The answer must consist of every line below that contains the word "rows".

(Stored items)
------------------------------------------------

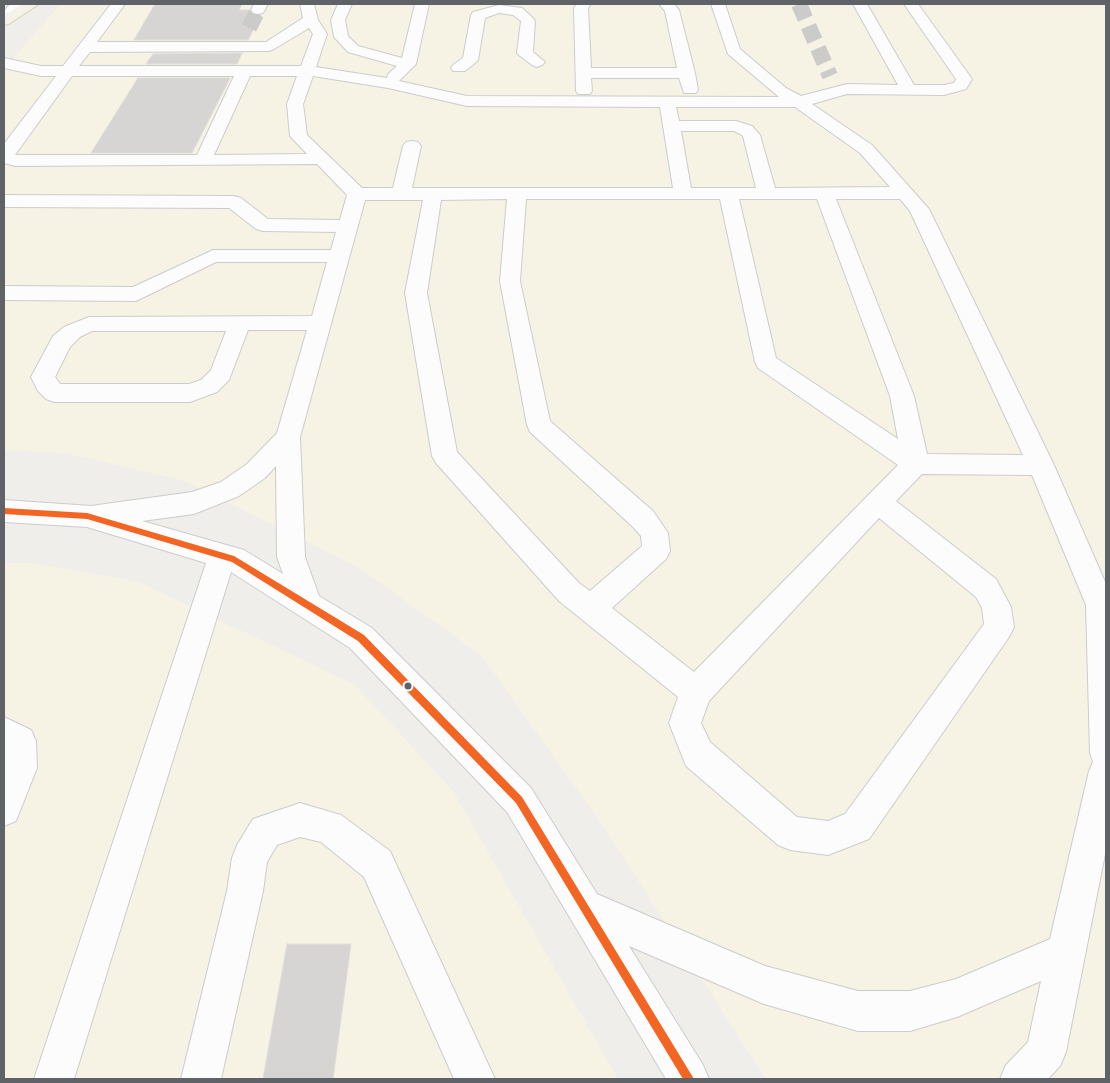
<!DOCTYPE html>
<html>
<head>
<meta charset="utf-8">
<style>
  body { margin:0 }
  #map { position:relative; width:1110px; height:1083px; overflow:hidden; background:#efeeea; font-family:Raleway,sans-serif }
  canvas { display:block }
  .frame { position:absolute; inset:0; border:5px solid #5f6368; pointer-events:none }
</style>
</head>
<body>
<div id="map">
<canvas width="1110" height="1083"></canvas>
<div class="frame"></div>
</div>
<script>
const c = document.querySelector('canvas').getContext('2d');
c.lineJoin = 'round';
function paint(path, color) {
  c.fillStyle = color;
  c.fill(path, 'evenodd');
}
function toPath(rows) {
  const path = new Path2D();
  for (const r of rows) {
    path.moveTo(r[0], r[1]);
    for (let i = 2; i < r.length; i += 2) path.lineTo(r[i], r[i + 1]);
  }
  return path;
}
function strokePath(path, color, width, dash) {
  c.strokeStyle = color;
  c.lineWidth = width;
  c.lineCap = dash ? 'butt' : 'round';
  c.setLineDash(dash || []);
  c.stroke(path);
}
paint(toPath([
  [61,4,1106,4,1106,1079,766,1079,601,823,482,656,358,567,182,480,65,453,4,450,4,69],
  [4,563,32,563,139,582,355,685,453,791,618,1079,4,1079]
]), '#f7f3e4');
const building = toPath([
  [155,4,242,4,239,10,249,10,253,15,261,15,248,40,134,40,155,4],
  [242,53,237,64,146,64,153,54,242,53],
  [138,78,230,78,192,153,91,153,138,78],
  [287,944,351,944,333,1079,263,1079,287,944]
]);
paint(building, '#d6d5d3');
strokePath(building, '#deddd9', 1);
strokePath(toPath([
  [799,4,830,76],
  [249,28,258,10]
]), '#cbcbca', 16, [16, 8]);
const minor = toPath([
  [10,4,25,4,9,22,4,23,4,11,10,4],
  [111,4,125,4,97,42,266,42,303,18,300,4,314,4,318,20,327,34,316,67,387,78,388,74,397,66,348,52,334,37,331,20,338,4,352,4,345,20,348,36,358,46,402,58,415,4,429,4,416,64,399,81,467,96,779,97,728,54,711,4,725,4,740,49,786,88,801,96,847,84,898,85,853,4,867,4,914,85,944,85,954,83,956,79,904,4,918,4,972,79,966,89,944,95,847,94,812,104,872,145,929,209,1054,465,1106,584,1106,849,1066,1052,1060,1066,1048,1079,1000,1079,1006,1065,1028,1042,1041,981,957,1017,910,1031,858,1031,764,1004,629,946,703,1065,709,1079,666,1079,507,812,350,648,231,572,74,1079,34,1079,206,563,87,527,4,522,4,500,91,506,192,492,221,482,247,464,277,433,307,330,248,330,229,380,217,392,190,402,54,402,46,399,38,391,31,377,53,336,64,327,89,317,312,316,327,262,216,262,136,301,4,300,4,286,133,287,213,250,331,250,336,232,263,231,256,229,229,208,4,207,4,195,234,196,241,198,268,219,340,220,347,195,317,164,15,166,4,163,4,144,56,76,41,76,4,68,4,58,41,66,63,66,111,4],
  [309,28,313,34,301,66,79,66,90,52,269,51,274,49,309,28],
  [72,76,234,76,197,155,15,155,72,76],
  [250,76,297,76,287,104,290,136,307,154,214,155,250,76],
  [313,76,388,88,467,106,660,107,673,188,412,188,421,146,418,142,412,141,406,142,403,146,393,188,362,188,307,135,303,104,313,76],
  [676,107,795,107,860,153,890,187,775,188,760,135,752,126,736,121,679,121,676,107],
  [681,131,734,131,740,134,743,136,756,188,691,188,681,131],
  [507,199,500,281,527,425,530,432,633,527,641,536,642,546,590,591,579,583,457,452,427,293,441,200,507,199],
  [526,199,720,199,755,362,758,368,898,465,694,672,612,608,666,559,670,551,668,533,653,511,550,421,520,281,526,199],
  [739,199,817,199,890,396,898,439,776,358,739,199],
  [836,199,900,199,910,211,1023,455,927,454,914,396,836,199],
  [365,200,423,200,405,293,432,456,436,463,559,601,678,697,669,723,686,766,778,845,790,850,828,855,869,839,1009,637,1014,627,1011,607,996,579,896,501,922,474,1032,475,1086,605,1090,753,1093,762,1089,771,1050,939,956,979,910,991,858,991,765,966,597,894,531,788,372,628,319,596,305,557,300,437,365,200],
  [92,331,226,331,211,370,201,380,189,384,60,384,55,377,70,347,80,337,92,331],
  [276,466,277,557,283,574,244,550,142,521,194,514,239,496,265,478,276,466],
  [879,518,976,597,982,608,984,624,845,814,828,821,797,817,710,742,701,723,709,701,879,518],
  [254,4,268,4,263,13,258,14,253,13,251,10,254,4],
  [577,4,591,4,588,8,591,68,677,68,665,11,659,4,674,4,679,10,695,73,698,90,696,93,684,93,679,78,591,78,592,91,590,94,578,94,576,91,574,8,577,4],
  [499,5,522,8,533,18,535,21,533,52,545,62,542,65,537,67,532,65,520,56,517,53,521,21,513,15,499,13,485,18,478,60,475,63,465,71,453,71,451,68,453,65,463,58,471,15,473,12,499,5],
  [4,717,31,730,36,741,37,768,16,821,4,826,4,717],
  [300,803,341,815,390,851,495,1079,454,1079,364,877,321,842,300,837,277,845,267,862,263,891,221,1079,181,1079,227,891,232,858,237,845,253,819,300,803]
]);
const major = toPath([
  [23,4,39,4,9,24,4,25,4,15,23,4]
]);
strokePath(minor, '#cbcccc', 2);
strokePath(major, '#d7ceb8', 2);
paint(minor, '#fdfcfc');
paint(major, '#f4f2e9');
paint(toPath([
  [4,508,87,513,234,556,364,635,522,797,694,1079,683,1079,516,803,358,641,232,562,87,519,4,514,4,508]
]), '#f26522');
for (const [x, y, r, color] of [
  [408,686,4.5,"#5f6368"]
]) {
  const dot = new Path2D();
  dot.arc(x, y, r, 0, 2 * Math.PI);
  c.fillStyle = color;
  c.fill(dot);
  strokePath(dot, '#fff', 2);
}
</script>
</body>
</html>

------------------------------------------------

→ **EXERCISE ANSWER**:
function toPath(rows) {
  for (const r of rows) {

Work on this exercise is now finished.